Para isso, têm primeiro que voltar ao início de tudo. À camera obscura e à origem da palavra fotografia (desenhar com luz), e os primeiros registos fotográficos de paisagens e pessoas. Pouco depois, as primeiras imagens em sucessão – o movimento. Por esta altura, a fotografia era associada ainda com a verdade, com um registo factual do mundo. Mas depressa se torna claro que não é bem assim. Mesmo que a edição ou efeitos especiais tenham sido desenvolvidos mais tarde (sobretudo por Georges Méliès), a encenação é tão antiga como a própria arte fotográfica. Uma fotografia pode mentir enquanto diz a verdade. Mesmo que o que está à frente da objectiva não seja adulterado de forma alguma, a câmara esconde tudo o que o seu campo de visão não apanha. E assim molda uma imagem do mundo. O filme não chega a citar Jean-Luc Godard, mas podia. Em toda as suas contradições. Falando através da personagem interpretada por Michel Subor, em O Soldado das Sombras (1963), Godard afirma: “A fotografia é a verdade. E o cinema é a verdade 24 vezes por segundo”. Porém, numa entrevista algures em 1967, Godard dá a entender que a fotografia, o cinema “Não é uma imagem justa. É justamente uma imagem”. A fotografia não é um reflexo da realidade. É a realidade de um reflexo. 
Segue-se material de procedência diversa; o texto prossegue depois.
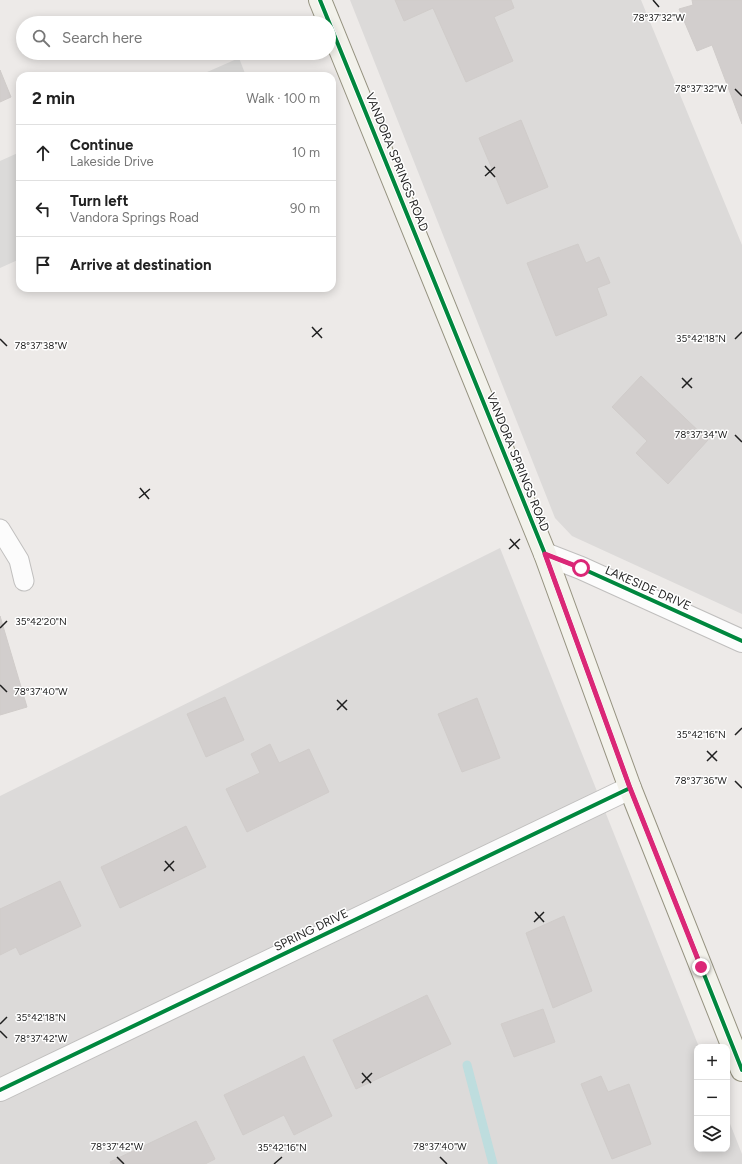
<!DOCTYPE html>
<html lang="en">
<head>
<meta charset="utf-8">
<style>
	:root { --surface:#fff; --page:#f2f2f2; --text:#222; --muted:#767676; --line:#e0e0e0 }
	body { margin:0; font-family:Figtree,sans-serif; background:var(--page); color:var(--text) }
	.controls { position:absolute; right:12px; bottom:12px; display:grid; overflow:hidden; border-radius:8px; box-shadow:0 2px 10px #0003 }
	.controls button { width:36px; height:36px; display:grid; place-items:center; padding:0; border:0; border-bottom:1px solid var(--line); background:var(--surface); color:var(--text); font:20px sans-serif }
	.stop { position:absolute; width:12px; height:12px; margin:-9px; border:3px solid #db2777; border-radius:50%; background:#fff }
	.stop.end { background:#db2777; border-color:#fff; box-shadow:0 1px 4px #0008 }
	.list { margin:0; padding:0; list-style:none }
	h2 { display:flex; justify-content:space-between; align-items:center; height:52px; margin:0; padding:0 16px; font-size:17px }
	h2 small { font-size:13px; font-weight:400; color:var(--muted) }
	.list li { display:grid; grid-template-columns:26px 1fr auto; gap:12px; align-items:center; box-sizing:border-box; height:56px; padding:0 16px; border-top:1px solid var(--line) }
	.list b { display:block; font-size:15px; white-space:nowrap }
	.list p { margin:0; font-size:13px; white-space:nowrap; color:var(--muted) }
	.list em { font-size:13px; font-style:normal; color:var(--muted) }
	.icon { flex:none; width:22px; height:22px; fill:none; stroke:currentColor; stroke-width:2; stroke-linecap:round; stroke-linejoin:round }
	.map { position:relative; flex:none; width:742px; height:1164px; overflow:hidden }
	.search { position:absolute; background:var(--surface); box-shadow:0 2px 10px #0003; left:16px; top:16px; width:320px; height:44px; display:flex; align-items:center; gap:10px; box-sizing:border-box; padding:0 14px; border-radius:22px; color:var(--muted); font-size:15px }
	.panel { position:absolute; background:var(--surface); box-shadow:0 2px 10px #0003; left:16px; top:72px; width:320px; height:220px; border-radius:12px }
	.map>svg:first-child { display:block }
	.residential { fill:#dcdad9 }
	.religious { fill:#dbdad9 }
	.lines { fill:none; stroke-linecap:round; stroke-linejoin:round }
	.stream { stroke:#beddde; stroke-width:9 }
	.building { fill:#d2cecd; stroke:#d0ccca }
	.lane-casing { stroke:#c0bfbe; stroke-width:21 }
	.street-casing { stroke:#c0bfbe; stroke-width:24 }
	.secondary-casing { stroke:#969381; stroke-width:24 }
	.lane { stroke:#fcfcfc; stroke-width:19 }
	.street { stroke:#fcfcfc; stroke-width:22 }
	.secondary { stroke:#f3f2eb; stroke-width:22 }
	.cycleway-casing { stroke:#fff; stroke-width:6 }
	.cycleway { stroke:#00873e; stroke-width:4 }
	.route { stroke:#db2777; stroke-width:5 }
	.ticks { fill:none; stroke:#1f1f1f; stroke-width:1.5 }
	.labels { text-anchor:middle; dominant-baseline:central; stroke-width:3; stroke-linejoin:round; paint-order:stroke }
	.street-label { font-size:12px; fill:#1f1f1f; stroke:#fff }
	.ticks-label { font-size:10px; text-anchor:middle; fill:#1f1f1f; stroke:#fff; stroke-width:3; stroke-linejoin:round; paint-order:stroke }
</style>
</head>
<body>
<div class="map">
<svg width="742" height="1164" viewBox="0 0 742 1164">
	<rect width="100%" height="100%" fill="#edeae8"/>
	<path class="residential" d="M350,0H641L742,245V614L572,536L555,518Z
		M500,548L699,1047H697V1149H727V1116L742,1154V1164H0V796Z"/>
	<path class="religious" d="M239,58L246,76H198Z
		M20,152V259L0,268V161Z"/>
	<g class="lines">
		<path class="stream" d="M467,1065L493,1164"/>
	</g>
	<path class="building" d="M395,0H511L514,8L494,17L513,61L466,82L433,8L404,21Z
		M692,0H742V124L712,45L697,51L679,9L693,5Z
		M0,70L11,97L0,102Z
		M521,120L548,187L507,204L479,138Z
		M578,244L586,263L599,257L610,283L597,288L607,315L556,336L527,263Z
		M641,376L708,440L668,484L636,453L647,441L612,407Z
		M0,616L27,707L0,715Z
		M225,697L244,740L206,757L187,714Z
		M477,698L500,758L462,772L438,714Z
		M270,744L279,763L309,749L329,792L247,832L226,789L260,773L251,754Z
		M186,826L206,867L120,908L101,867Z
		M60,881L81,926L20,955L16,947L0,955V909Z
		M564,916L592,991L553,1008L526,933Z
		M427,995L451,1044L356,1089L333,1040Z
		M543,1009L555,1042L514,1057L501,1024Z
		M304,1056L332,1116L294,1135L284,1115L243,1135L224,1095Z
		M601,1076L608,1092L629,1084L651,1144L612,1159L581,1084Z
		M196,1121L215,1159L205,1164H111L110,1162Z"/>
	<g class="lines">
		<defs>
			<path id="lane" d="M0,529L19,560L24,581"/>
			<path id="street" d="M545,554L581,568L742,641
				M0,1090L630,788"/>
			<path id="secondary" d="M320,0L545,554L630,788L742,1070"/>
		</defs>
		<use href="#lane" class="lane-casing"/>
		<use href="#street" class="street-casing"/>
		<use href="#secondary" class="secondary-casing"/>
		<use href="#lane" class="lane"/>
		<use href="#street" class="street"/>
		<use href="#secondary" class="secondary"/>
		<defs>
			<path id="cycleway" d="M320,0L545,554L630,788L742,1070
				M545,554L581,568L742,641
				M0,1090L630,788"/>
		</defs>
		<use href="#cycleway" class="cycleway-casing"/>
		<use href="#cycleway" class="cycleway"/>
	</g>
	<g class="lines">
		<path class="route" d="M581,568L545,554L630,788L701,967"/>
	</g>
	<path class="ticks" d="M653,0L659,7M735,89L742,96M485,166L495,177M485,176L495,167M312,327L322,338M312,337L322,328M0,339L7,346M735,339L742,332M682,378L692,388M682,388L692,378M735,435L742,442M140,488L149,499M139,498L150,489M510,539L519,549M509,549L520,539M0,628L7,621M0,685L7,692M337,700L347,710M337,710L347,700M735,735L742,728M707,751L717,761M707,761L717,751M735,781L742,788M165,861L174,871M164,871L174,861M535,912L544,922M534,922L544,912M0,1024L7,1017M0,1031L7,1038M362,1073L371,1083M362,1083L372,1073M117,1157L124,1164M440,1157L447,1164M274,1164L282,1157"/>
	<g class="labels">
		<g class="street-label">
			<text transform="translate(397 162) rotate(68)">VANDORA SPRINGS ROAD</text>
			<text transform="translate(518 462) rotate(68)">VANDORA SPRINGS ROAD</text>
			<text transform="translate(648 588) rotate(24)">LAKESIDE DRIVE</text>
			<text transform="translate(311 930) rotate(-26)">SPRING DRIVE</text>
		</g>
	</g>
	<g class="ticks-label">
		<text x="659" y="21">78°37'32"W</text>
		<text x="701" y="92">78°37'32"W</text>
		<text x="701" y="342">35°42'18"N</text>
		<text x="41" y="349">78°37'38"W</text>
		<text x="701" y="438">78°37'34"W</text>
		<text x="41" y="625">35°42'20"N</text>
		<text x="41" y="695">78°37'40"W</text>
		<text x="701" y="738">35°42'16"N</text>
		<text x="701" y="784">78°37'36"W</text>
		<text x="41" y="1021">35°42'18"N</text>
		<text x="41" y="1042">78°37'42"W</text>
		<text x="117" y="1150">78°37'42"W</text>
		<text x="440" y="1150">78°37'40"W</text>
		<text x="282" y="1151">35°42'16"N</text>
	</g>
</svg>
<div class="controls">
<button>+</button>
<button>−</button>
<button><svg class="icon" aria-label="layers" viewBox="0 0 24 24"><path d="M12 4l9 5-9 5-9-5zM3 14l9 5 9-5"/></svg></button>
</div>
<div class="stop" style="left:581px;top:568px"></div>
<div class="stop end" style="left:701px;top:967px"></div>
<div class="search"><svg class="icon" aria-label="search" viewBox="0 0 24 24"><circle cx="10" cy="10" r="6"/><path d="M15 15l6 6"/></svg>Search here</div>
<section class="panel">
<h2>2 min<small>Walk · 100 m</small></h2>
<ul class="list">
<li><svg class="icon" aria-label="ahead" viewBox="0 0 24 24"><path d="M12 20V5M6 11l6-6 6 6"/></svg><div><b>Continue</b><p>Lakeside Drive</p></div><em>10 m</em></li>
<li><svg class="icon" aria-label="left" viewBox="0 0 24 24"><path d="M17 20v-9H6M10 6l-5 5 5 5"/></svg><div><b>Turn left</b><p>Vandora Springs Road</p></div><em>90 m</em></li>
<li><svg class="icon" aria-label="arrive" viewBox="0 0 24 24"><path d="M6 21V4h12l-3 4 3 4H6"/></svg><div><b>Arrive at destination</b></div></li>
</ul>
</section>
</div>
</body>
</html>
Estes tipos de considerações filosóficas são particularmente interessantes nos dias de hoje. Li um artigo há pouco tempo sobre o pânico que se gerou por causa do aparecimento dos “deepfakes” – vídeos alterados recorrendo a inteligência artificial. A hipérbole predominava: “avizinha-se um infocalipse”; “colapso da realidade”. Esperava-se que esta tecnologia viesse a afetar futuras eleições, especialmente porque o conteúdo noticioso se baseia cada vez mais em formatos vídeo, e é mais fácil para qualquer pessoa hoje em dia adulterá-los. 

No entanto, não existem provas de que os “deepfakes” tenham tido qualquer impacto tangível nas eleições americanas de 2020, por exemplo. Na verdade, é mais fácil encontrar vídeos que pretendem demonstrar as possibilidades aterradoras da IA do que um “deepfake” que tenha realmente enganado o público de forma consequente. 

Como o documentário de Danielson e Aertryck ilustra, nós convivemos com a manipulação de registos – seja a escrita, desenho, fotografia, ou filmagens – desde que estes existem. E temos conseguido ter sempre o discernimento suficiente para saber em quais confiar, sem que a sociedade tenha colapsado. Os primeiros aparelhos fotográficos tinham dificuldade em capturar paisagens, então os fotógrafos acrescentavam-nas, posteriormente, à mão (ou coladas de outras fotografias). O título do filme de Danielson e Aertryck refere-se a um comentário feito pelo rei inglês Eduardo VII quando lhe foi mostrado um filme da sua coroação. O filme era completamente encenado, dirigido por Méliès no seu estúdio em Montreuil e divulgado no próprio dia da coroação para parecer uma filmagem do acontecimento real. Isso não impediu o rei de exclamar: “Isto é esplêndido! Que aparelho maravilhoso é o cinema. Conseguiu registar até as partes da cerimónia que não aconteceram”. 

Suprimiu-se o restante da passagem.